WHAT IS EXPECTED: Copy word for word, please, the lines of the entries below running from the one containing "function fill(path, color)" to the one containing "path.moveTo(r[0], r[1]);", both ends included.

EXCERPTED RECORDS:
▬▬▬

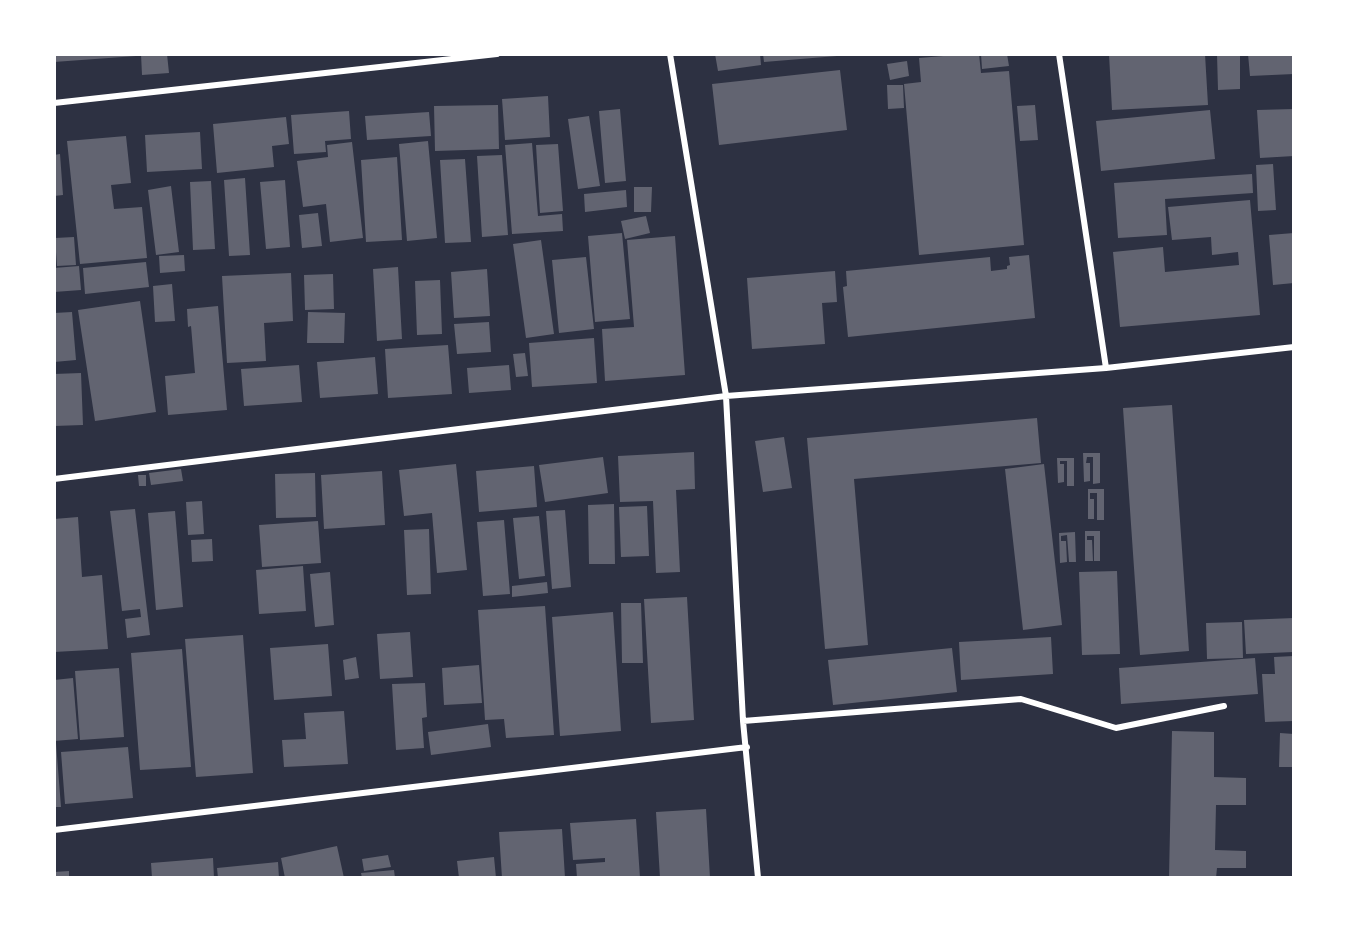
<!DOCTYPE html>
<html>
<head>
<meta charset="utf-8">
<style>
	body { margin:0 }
	#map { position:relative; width:1348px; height:932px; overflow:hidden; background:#2d3142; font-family:"Fira Sans",sans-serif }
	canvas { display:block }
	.frame { position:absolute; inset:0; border:56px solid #fff; pointer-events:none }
</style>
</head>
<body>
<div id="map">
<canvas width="1348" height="932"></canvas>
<div class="frame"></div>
</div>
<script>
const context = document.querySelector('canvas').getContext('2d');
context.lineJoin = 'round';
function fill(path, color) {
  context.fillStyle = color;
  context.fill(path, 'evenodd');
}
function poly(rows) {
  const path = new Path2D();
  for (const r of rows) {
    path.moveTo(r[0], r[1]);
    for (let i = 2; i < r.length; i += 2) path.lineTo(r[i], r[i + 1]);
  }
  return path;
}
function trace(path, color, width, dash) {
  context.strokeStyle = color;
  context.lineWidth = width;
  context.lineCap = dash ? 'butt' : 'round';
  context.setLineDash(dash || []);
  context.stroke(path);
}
const building = poly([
	[54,54,136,54,136,56,54,62],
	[141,54,167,54,169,73,142,75],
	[715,54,760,54,761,65,718,71],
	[763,54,837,54,837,56,764,62],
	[968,54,979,54,981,73,1009,71,1024,245,919,255,904,84,921,82,919,58],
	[981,54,1007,54,1009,66,982,69],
	[1109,54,1205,54,1208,105,1112,110],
	[1217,54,1240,54,1240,89,1218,90],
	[1248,54,1294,54,1294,74,1250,76],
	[907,61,909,76,890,80,887,64],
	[840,70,847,130,719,145,712,84],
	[887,85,903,85,904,108,888,109],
	[548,96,550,137,505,140,502,99],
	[498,105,499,149,435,151,434,106],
	[1035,105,1038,140,1020,141,1017,106],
	[620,109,626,181,605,183,599,111],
	[1294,109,1294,156,1260,158,1257,110],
	[1210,110,1215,159,1101,171,1096,121],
	[349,111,351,139,325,141,326,152,294,154,291,115],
	[429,112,431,136,367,140,365,116],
	[589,116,600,186,578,189,568,119],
	[286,117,289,144,272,146,274,167,217,173,213,124],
	[200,132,202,169,147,172,145,135],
	[126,136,131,183,111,185,114,209,142,207,147,258,80,264,67,141],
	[428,141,437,238,407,241,399,144],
	[352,142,363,238,330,242,326,204,303,207,297,161,328,157,327,145],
	[532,143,538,216,562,214,563,231,512,234,505,145],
	[558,144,563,211,540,213,536,145],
	[60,154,63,195,54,196,54,155],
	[502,155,508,235,482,237,477,156],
	[397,157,402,240,366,242,361,160],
	[465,159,471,242,445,243,440,160],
	[1273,164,1276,210,1258,211,1256,165],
	[1252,174,1253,193,1165,199,1167,235,1118,238,1114,183],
	[245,178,250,255,229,256,224,180],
	[285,180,290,247,266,249,260,182],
	[211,181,215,249,193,250,190,182],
	[171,186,179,252,156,255,148,190],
	[634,187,652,187,651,212,634,212],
	[626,190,627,207,585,212,584,194],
	[1250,200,1260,315,1120,327,1113,252,1163,247,1165,272,1239,265,1238,252,1212,255,1211,237,1172,240,1168,207],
	[318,213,322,246,302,248,299,215],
	[646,216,650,233,625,239,621,221],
	[622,233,630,319,595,322,588,236],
	[1294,233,1294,283,1273,285,1269,235],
	[675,236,685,375,605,381,602,329,634,327,627,240],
	[74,237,76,265,57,266,55,238],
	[541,240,554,334,526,338,513,244],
	[184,255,185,271,160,273,159,256],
	[1029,255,1035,318,848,337,843,287,847,286,846,271,990,257,991,271,1007,269,1007,266,1010,265,1009,257],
	[586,257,594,329,559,333,552,260],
	[146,262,149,287,85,294,83,268],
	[79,266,81,290,54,292,54,268],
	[398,267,402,339,377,341,373,269],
	[487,269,490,316,454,318,451,272],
	[835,271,837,302,822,303,825,344,752,349,747,278],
	[291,273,293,321,264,323,266,361,227,363,222,276],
	[333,274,334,309,305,310,304,275],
	[440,280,442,334,417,335,415,281],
	[172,284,175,321,155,322,153,286],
	[140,301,156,412,95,421,78,310],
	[218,306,227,410,168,415,165,376,195,373,191,326,188,327,187,309],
	[72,312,76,360,54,362,54,313],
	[308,312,345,313,344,343,307,343],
	[489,322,491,352,457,354,454,324],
	[594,338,597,383,532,387,529,343],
	[448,345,452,394,388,398,385,349],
	[525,353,528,376,516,377,513,354],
	[375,357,378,394,320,398,317,362],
	[299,365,302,402,244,406,241,369],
	[509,365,511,390,469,393,467,368],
	[81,373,83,425,54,426,54,374],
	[1172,405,1189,651,1140,655,1123,408],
	[1037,418,1041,463,854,479,868,645,825,649,807,438],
	[784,437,792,488,763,492,755,441],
	[694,452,695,489,676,490,680,572,656,573,653,501,620,502,618,456],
	[1083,453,1100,453,1100,483,1093,484,1093,457,1087,457,1086,463,1090,463,1090,481,1084,482],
	[603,457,608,493,545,502,539,465],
	[1057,458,1074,458,1074,486,1067,486,1067,461,1060,461,1060,464,1064,464,1064,482,1058,483],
	[456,464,467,570,437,573,432,513,404,516,399,470],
	[1044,464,1062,625,1023,630,1005,469],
	[534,466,537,507,479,512,476,471],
	[181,469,183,481,151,485,149,473],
	[382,471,385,525,324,529,321,475],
	[315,473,316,517,276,518,275,474],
	[138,475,146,475,146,486,139,486],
	[1088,489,1104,489,1104,520,1097,520,1097,493,1090,493,1090,499,1094,499,1094,519,1088,519],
	[202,501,204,534,188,535,186,502],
	[614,504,615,564,589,564,588,505],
	[647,506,649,556,621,557,619,507],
	[135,509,150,635,127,638,125,619,141,617,140,609,122,611,110,511],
	[565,510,571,587,552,589,546,511],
	[175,511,183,607,156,610,148,513],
	[539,516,545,576,519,579,513,518],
	[78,517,82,577,102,575,108,649,54,652,54,519],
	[504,520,510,594,483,596,477,522],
	[318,521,321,563,262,567,259,525],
	[429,529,431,594,407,595,404,530],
	[1085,531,1100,531,1100,561,1094,561,1094,536,1085,536],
	[1075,532,1076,562,1069,562,1067,535,1061,536,1061,541,1066,541,1067,562,1060,563,1059,533],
	[1085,536,1087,536,1087,540,1092,540,1093,561,1085,561],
	[212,539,213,561,192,562,191,540],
	[303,566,306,611,259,614,256,570],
	[1117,571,1120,654,1082,655,1079,572],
	[330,572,334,625,315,627,310,574],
	[547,582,548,593,512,597,512,586],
	[687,597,694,720,651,723,644,599],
	[621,603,641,603,643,663,622,663],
	[545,606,554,735,506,738,504,719,485,720,478,610],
	[613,612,621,731,560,736,552,617],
	[1294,618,1294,652,1246,654,1244,620],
	[1242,622,1243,658,1207,659,1206,623],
	[410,632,413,677,380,679,377,634],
	[243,635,253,773,196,777,185,639],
	[1051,637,1053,674,961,680,959,642],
	[328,644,332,696,274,700,270,648],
	[952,648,957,692,833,705,828,660],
	[182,649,191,767,140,770,131,653],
	[1294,656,1294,721,1265,722,1262,674,1275,674,1274,657],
	[356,657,359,678,345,680,343,660],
	[1255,658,1258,694,1121,704,1119,668],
	[479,665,482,703,444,705,442,668],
	[119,668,124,737,80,740,75,671],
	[73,678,78,739,54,741,54,733,56,733,54,680],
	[425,683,427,717,422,718,424,748,396,750,392,684],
	[344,711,348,764,284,767,282,740,306,739,304,713],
	[488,724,491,747,431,755,428,732],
	[1172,731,1214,732,1214,777,1246,778,1246,805,1216,805,1215,850,1246,851,1246,868,1217,868,1216,878,1169,878],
	[1280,733,1294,734,1294,767,1279,767],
	[54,743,56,743,61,807,54,807],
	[128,747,133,798,65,804,61,752],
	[706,809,710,878,660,878,656,812],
	[636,819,640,878,577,878,576,864,605,862,605,858,573,860,570,823],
	[562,829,565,878,502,878,499,832],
	[337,846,344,878,285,878,281,858],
	[388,855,391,867,364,871,362,859],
	[494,857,496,878,459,878,457,861],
	[213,858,214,878,152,878,151,863],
	[278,862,279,878,218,878,217,868],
	[394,870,395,878,362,878,361,873],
	[69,871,69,878,54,878,54,872]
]);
const minor = poly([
	[670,54,726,396,743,721,758,878],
	[1059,54,1106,368],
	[54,103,497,54],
	[54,479,726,396,1106,368,1294,347],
	[743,721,1021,699,1116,728,1224,706],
	[54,830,747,747]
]);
fill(building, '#626471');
trace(minor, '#fff', 6);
</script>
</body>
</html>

▬▬▬

ANSWER AREA:
function fill(path, color) {
  context.fillStyle = color;
  context.fill(path, 'evenodd');
}
function poly(rows) {
  const path = new Path2D();
  for (const r of rows) {
    path.moveTo(r[0], r[1]);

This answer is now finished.